Fotobiomodulazione e neuropatia diabetica
La neuropatia diabetica è una complicanza frequente e spesso invalidante.
Sintomi principali
dolore
formicolio
perdita di sensibilità
alterazioni del carico plantare
Evidenze scientifiche
Meta-analisi recenti mostrano riduzione del dolore neuropatico
Studi clinici evidenziano miglioramento della funzione nervosa
Nessun effetto collaterale significativo riportato
Come agisce la PBM
migliora la circolazione locale
riduce l’infiammazione
favorisce la rigenerazione nervosa
La PBM rappresenta una opzione terapeutica complementare sicura e non invasiva.
Fotobiomodulazione e ulcere del piede diabetico
Le ulcere diabetiche sono una delle complicanze più complesse del diabete.

Cosa dicono gli studi
Aumento del tasso di guarigione
Riduzione dell’area della lesione
Riduzione dei tempi di cicatrizzazione
Meccanismi biologici
stimolazione della rigenerazione cellulare
aumento della vascolarizzazione
miglioramento della sintesi di collagene
La PBM è particolarmente utile come supporto al trattamento standard delle ferite.
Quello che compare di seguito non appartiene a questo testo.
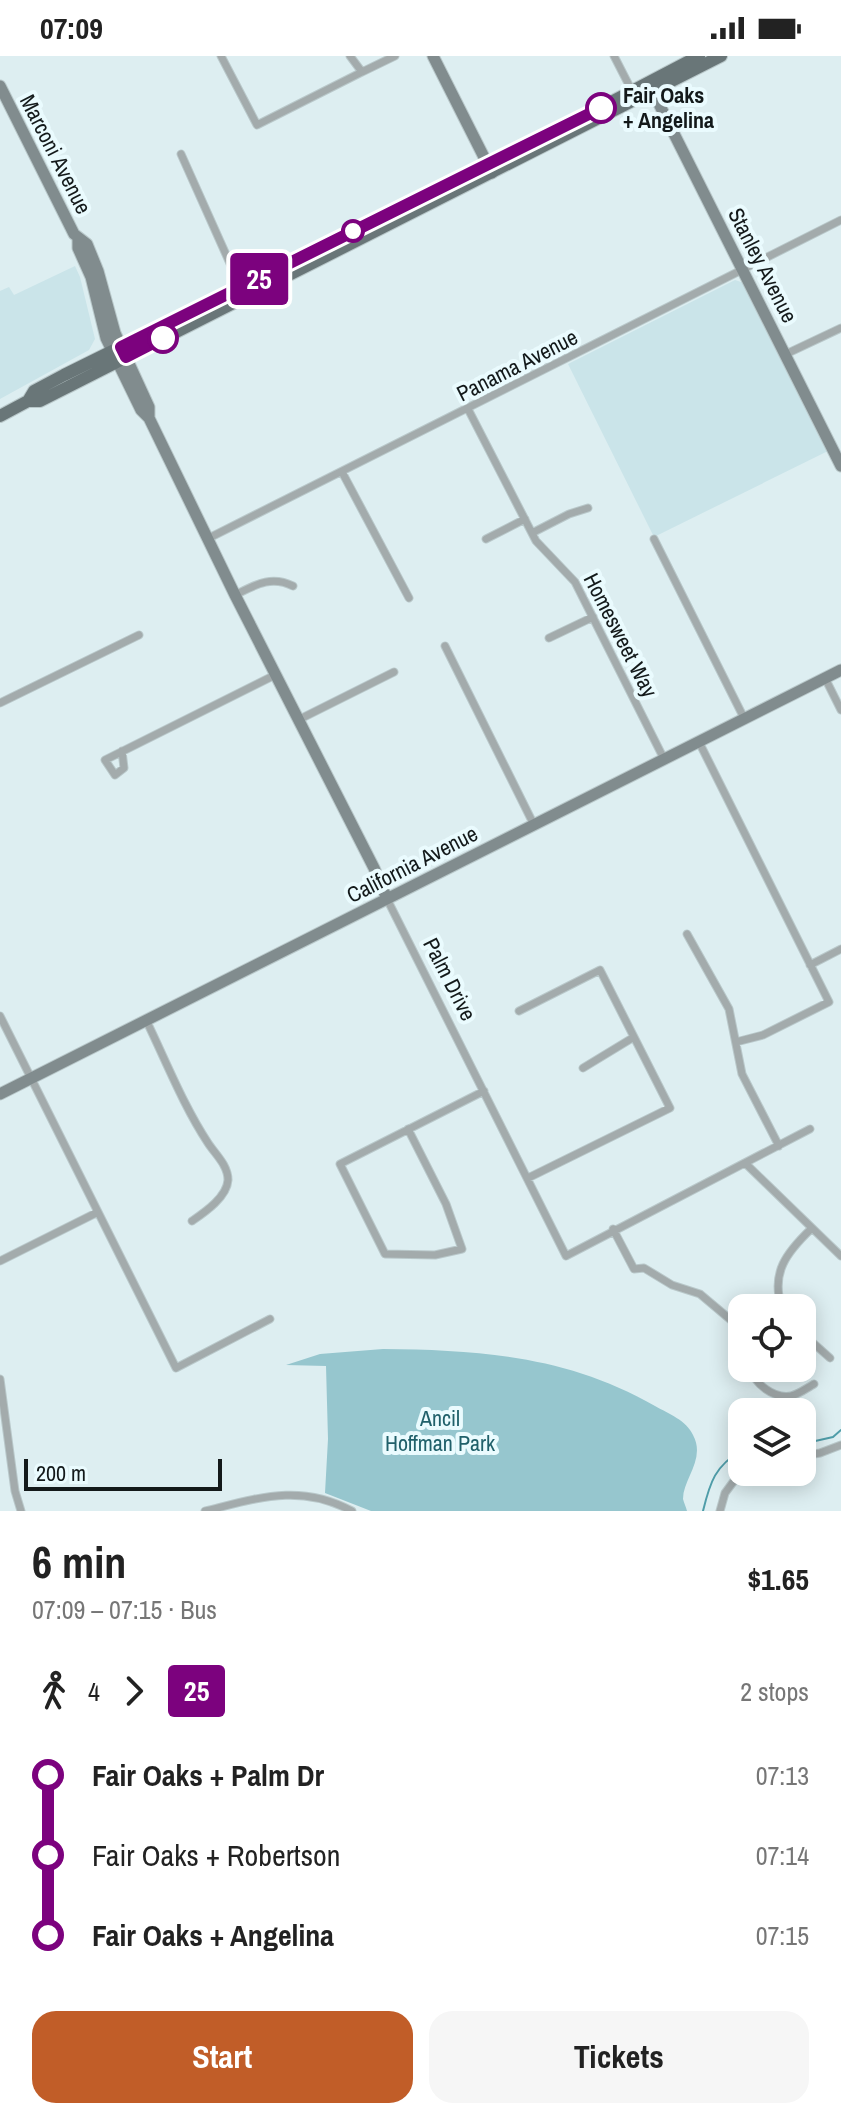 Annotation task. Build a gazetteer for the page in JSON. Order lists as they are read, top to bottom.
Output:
{
  "streets": {
    "street": [
      "Marconi Avenue",
      "Stanley Avenue",
      "Panama Avenue",
      "Homesweet Way",
      "California Avenue",
      "Palm Drive"
    ]
  },
  "crossings": [
    ["Marconi Avenue", "Palm Drive"],
    ["Stanley Avenue", "Panama Avenue"],
    ["Panama Avenue", "Homesweet Way"],
    ["Panama Avenue", "Palm Drive"],
    ["Homesweet Way", "California Avenue"],
    ["California Avenue", "Palm Drive"]
  ],
  "parks": ["Ancil Hoffman Park"],
  "places": ["Fair Oaks + Angelina"],
  "lines": ["bus line 25"],
  "scale_bar": "200 m",
  "page": {
    "status": "07:09",
    "on_map": "25",
    "scale": "200 m",
    "heading": ["6 min", "07:09 – 07:15 · Bus", "$1.65"],
    "legs": ["4", "25", "2 stops"],
    "list": [
      {
        "name": "Fair Oaks + Palm Dr",
        "value": "07:13"
      },
      {
        "name": "Fair Oaks + Robertson",
        "value": "07:14"
      },
      {
        "name": "Fair Oaks + Angelina",
        "value": "07:15"
      }
    ],
    "buttons": ["Start", "Tickets"]
  }
}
Integrazione con terapia medica e alimentazione
Uno degli aspetti più importanti è l’approccio integrato.
1. Terapia medica
farmaci ipoglicemizzanti
monitoraggio glicemico
gestione delle complicanze
2. Alimentazione
riduzione del carico glicemico
dieta anti-infiammatoria
controllo del peso
3. Stile di vita
attività fisica
gestione dello stress
qualità del sonno
In questo contesto, la PBM funziona come:
supporto metabolico
modulatore infiammatorio
acceleratore della guarigione
Limiti della fotobiomodulazione
Nonostante i risultati promettenti, è importante considerare:
protocolli non ancora standardizzati
variabilità tra studi
necessità di ulteriori trial clinici su larga scala
Le linee guida internazionali raccomandano un uso complementare e non sostitutivo.
Conclusione
La fotobiomodulazione rappresenta una tecnologia innovativa e promettente nel supporto al paziente con diabete di tipo 2.
Può contribuire a:
migliorare il controllo glicemico
ridurre i sintomi della neuropatia
accelerare la guarigione delle ulcere
👉 Il suo vero valore emerge all’interno di un approccio integrato che unisce medicina, nutrizione e stile di vita.